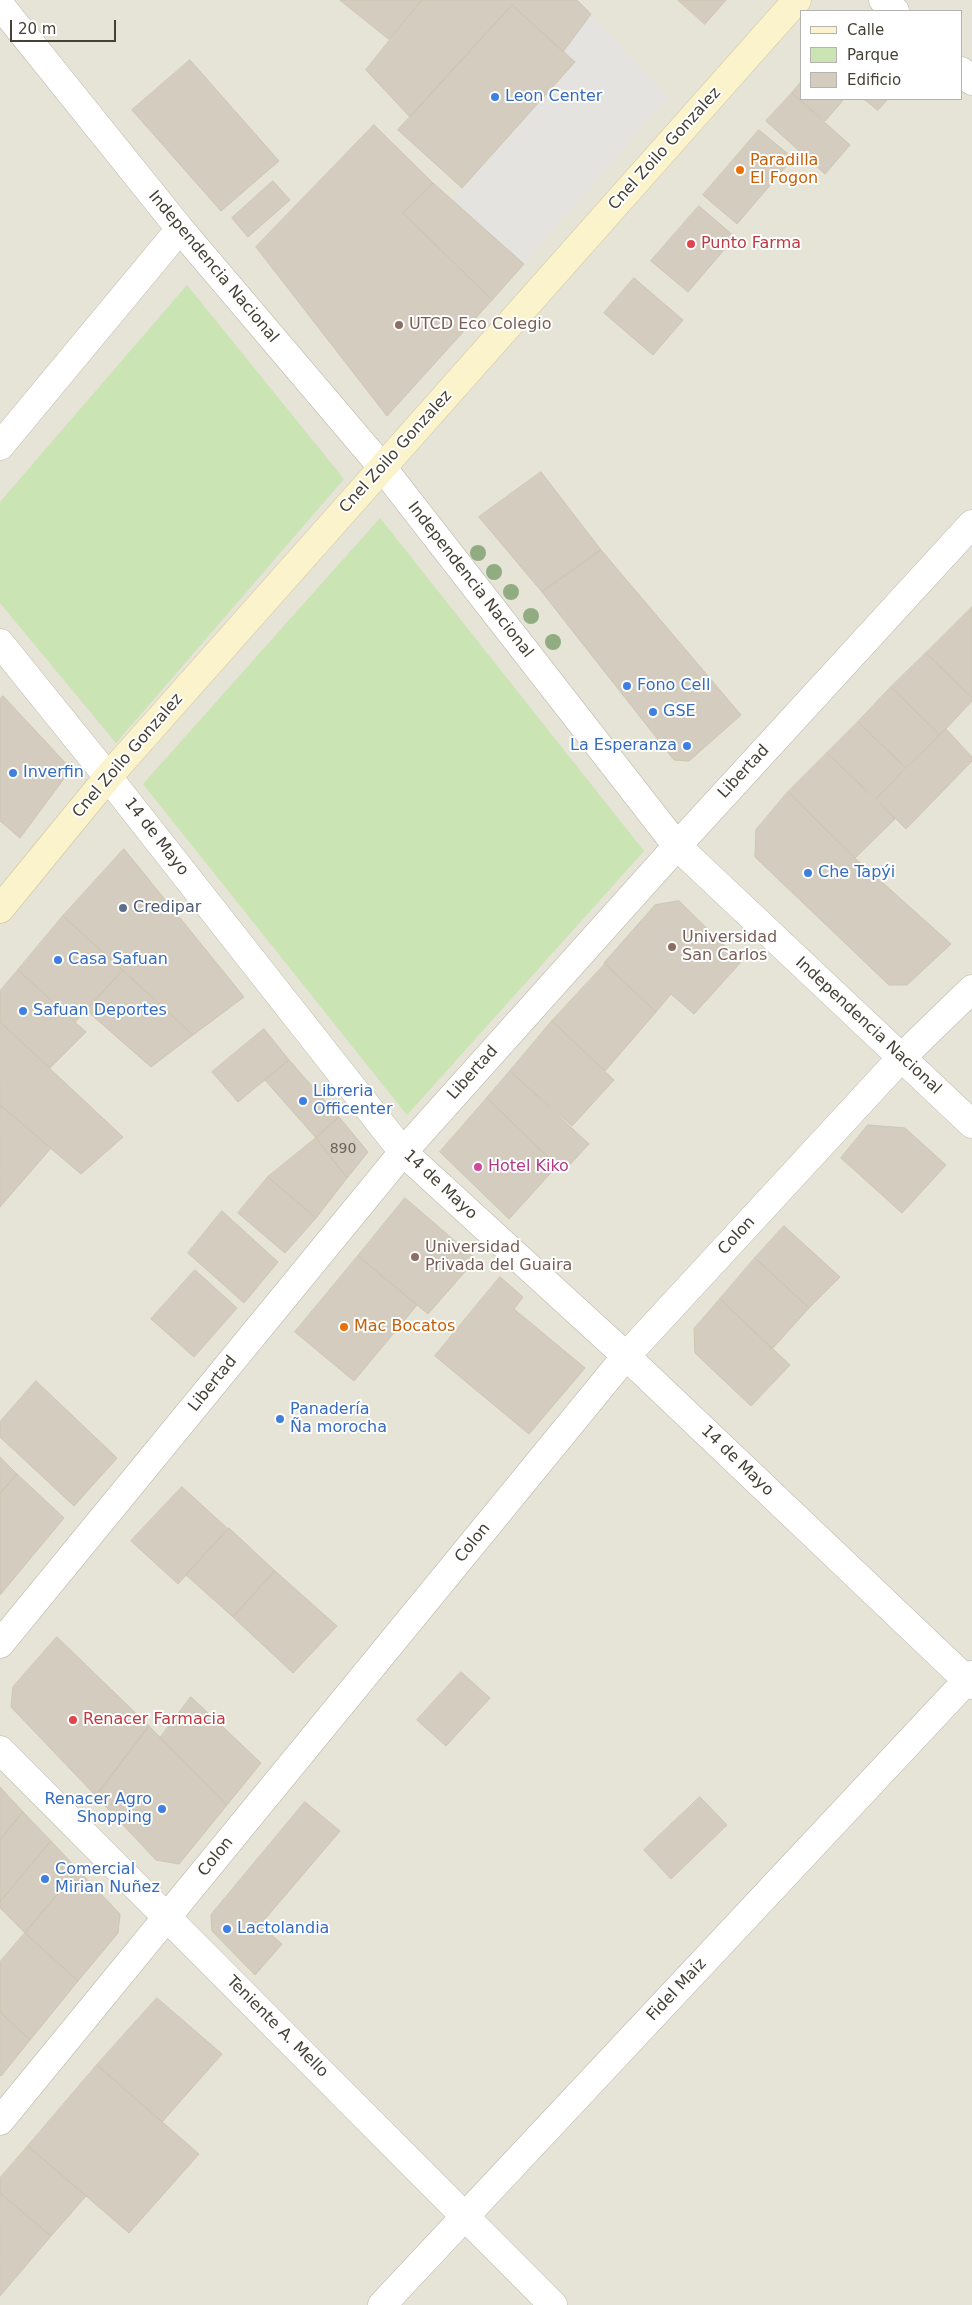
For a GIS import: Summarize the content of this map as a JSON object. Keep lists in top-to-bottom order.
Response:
{
  "streets": {
    "main road": ["Cnel Zoilo Gonzalez"],
    "street": [
      "Independencia Nacional",
      "Libertad",
      "14 de Mayo",
      "Colon",
      "Fidel Maiz",
      "Teniente A. Mello"
    ]
  },
  "crossings": [
    ["Cnel Zoilo Gonzalez", "Independencia Nacional"],
    ["Cnel Zoilo Gonzalez", "14 de Mayo"],
    ["Independencia Nacional", "Libertad"],
    ["Independencia Nacional", "Colon"],
    ["Libertad", "14 de Mayo"],
    ["14 de Mayo", "Colon"],
    ["14 de Mayo", "Fidel Maiz"],
    ["Colon", "Teniente A. Mello"],
    ["Fidel Maiz", "Teniente A. Mello"]
  ],
  "places": [
    "Leon Center",
    "Paradilla El Fogon",
    "Punto Farma",
    "UTCD Eco Colegio",
    "Fono Cell",
    "GSE",
    "La Esperanza",
    "Inverfin",
    "Che Tapýi",
    "Credipar",
    "Universidad San Carlos",
    "Casa Safuan",
    "Safuan Deportes",
    "Libreria Officenter",
    "Hotel Kiko",
    "Universidad Privada del Guaira",
    "Mac Bocatos",
    "Panadería Ña morocha",
    "Renacer Farmacia",
    "Renacer Agro Shopping",
    "Comercial Mirian Nuñez",
    "Lactolandia"
  ],
  "house_numbers": ["890"],
  "legend": ["Calle", "Parque", "Edificio"],
  "scale_bar": "20 m"
}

------------------------------

Please report every line of the listing that contains the string "Teniente".

      "Teniente A. Mello"
    ["Colon", "Teniente A. Mello"],
    ["Fidel Maiz", "Teniente A. Mello"]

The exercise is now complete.